**WHAT IS EXPECTED:**
Copy out every line holding the string "service" from the records below.

**STORED DATA:**
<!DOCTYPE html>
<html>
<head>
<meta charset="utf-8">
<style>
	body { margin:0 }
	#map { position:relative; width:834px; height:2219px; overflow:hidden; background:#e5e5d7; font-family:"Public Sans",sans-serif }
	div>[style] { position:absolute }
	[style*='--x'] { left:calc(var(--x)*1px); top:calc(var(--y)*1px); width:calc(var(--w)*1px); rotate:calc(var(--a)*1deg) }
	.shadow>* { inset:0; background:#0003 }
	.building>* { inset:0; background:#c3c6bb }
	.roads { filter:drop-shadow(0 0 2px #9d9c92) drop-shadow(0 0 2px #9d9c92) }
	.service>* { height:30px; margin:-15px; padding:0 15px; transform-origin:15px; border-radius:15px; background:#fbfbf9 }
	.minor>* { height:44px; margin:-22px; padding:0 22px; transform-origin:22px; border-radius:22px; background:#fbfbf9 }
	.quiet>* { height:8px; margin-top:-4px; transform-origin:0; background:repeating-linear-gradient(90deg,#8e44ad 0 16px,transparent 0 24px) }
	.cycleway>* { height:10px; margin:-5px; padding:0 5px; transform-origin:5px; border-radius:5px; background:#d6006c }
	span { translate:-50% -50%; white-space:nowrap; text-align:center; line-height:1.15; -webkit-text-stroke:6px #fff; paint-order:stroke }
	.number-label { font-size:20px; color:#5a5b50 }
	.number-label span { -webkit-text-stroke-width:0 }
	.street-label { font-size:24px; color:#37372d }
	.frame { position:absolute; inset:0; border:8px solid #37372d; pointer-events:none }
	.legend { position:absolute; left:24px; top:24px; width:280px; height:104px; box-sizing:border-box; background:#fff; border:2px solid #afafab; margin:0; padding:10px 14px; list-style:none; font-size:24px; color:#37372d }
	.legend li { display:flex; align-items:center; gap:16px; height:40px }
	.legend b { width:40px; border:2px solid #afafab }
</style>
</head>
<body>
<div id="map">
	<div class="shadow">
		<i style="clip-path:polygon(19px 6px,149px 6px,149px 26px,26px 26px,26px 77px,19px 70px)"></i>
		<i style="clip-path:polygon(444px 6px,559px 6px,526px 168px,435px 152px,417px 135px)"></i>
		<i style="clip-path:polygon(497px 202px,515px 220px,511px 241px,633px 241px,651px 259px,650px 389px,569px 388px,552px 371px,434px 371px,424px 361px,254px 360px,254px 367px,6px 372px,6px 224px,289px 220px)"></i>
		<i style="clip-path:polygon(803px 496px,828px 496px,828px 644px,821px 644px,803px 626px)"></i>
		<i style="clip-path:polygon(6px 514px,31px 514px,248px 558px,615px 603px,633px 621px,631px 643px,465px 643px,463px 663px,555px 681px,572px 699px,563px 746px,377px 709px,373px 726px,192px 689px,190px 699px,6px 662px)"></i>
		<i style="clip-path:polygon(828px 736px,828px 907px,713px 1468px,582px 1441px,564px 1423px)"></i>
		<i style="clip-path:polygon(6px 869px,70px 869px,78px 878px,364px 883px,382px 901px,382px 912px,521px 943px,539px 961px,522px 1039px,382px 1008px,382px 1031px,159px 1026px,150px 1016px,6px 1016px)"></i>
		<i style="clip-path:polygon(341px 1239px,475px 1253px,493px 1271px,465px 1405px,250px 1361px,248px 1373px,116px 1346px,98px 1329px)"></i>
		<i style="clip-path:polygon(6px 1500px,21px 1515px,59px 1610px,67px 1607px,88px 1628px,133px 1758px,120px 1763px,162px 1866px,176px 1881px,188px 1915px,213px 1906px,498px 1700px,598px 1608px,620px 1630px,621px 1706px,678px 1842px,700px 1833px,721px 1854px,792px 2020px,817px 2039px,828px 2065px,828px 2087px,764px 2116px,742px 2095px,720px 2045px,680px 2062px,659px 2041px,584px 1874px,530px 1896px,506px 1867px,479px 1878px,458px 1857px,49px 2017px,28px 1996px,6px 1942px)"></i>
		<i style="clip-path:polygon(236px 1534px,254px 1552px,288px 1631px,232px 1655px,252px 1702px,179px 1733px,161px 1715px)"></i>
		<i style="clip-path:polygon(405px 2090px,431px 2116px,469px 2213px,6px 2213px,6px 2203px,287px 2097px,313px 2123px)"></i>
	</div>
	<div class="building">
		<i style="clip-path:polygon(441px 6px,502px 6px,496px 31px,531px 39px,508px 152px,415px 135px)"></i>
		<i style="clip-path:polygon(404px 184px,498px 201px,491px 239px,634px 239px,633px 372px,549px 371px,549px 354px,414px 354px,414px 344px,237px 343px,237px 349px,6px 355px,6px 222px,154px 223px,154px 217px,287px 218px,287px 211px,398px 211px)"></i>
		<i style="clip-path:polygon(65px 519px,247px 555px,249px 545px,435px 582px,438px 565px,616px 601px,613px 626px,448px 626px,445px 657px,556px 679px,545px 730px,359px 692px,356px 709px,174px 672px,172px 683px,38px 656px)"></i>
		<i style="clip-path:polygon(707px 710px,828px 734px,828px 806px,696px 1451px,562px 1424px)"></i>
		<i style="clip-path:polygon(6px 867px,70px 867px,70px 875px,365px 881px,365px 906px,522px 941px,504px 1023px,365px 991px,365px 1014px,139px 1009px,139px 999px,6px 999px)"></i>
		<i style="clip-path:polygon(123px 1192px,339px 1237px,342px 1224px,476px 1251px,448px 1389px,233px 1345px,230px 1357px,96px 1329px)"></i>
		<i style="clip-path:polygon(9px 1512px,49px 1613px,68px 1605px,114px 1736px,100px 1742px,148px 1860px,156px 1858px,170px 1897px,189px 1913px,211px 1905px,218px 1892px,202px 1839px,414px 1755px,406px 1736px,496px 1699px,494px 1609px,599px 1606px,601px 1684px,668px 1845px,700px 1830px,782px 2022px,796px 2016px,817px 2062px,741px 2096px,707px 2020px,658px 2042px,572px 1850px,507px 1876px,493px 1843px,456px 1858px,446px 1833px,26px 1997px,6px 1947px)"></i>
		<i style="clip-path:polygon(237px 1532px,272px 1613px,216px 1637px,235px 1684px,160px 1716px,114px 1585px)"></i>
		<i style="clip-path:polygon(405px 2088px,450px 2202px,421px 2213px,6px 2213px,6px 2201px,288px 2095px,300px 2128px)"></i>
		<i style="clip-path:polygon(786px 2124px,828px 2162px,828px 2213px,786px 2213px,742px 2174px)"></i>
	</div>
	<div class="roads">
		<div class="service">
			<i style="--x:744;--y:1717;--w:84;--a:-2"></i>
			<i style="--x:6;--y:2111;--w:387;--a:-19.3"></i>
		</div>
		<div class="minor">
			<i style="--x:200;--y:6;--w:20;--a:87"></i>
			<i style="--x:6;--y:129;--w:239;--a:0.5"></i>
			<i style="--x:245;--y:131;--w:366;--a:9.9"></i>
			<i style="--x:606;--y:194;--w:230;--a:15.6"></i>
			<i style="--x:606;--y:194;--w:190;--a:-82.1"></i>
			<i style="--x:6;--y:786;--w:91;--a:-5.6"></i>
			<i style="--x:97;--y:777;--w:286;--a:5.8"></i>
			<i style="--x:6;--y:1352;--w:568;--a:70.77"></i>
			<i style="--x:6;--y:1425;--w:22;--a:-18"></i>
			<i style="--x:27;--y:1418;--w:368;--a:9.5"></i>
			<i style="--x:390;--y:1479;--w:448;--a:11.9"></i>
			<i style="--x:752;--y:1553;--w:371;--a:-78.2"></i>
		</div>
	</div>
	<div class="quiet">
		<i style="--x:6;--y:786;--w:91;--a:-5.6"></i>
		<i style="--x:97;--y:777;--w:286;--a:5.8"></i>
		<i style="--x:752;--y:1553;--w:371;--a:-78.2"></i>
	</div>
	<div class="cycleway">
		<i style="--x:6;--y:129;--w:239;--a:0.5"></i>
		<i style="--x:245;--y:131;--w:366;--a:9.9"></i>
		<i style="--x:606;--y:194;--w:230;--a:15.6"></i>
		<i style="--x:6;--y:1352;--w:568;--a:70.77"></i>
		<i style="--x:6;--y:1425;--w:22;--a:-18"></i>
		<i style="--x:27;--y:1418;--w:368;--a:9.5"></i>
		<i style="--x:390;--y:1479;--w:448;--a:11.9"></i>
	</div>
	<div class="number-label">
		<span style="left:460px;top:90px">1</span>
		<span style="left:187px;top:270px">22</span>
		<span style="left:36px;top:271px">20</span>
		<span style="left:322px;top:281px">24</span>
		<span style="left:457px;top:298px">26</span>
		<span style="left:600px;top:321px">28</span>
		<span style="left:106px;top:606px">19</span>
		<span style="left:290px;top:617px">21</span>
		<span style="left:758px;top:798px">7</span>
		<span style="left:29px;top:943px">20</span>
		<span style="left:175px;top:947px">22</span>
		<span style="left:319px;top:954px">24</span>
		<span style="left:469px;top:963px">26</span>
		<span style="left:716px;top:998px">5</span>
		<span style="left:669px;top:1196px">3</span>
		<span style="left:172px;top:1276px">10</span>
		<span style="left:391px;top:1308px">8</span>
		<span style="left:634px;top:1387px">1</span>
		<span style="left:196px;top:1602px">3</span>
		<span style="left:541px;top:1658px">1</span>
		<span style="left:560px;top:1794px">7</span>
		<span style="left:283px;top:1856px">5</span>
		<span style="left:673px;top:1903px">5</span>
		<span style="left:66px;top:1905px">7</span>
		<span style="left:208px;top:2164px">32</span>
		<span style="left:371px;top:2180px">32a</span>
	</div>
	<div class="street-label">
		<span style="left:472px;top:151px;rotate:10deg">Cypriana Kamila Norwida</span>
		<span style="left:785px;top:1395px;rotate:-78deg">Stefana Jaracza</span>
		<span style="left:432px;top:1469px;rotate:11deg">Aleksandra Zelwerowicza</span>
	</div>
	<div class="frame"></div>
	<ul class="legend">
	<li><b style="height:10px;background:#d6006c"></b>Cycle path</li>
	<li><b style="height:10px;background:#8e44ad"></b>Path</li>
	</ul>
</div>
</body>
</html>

**TASK OUTPUT:**
	.service>* { height:30px; margin:-15px; padding:0 15px; transform-origin:15px; border-radius:15px; background:#fbfbf9 }
		<div class="service">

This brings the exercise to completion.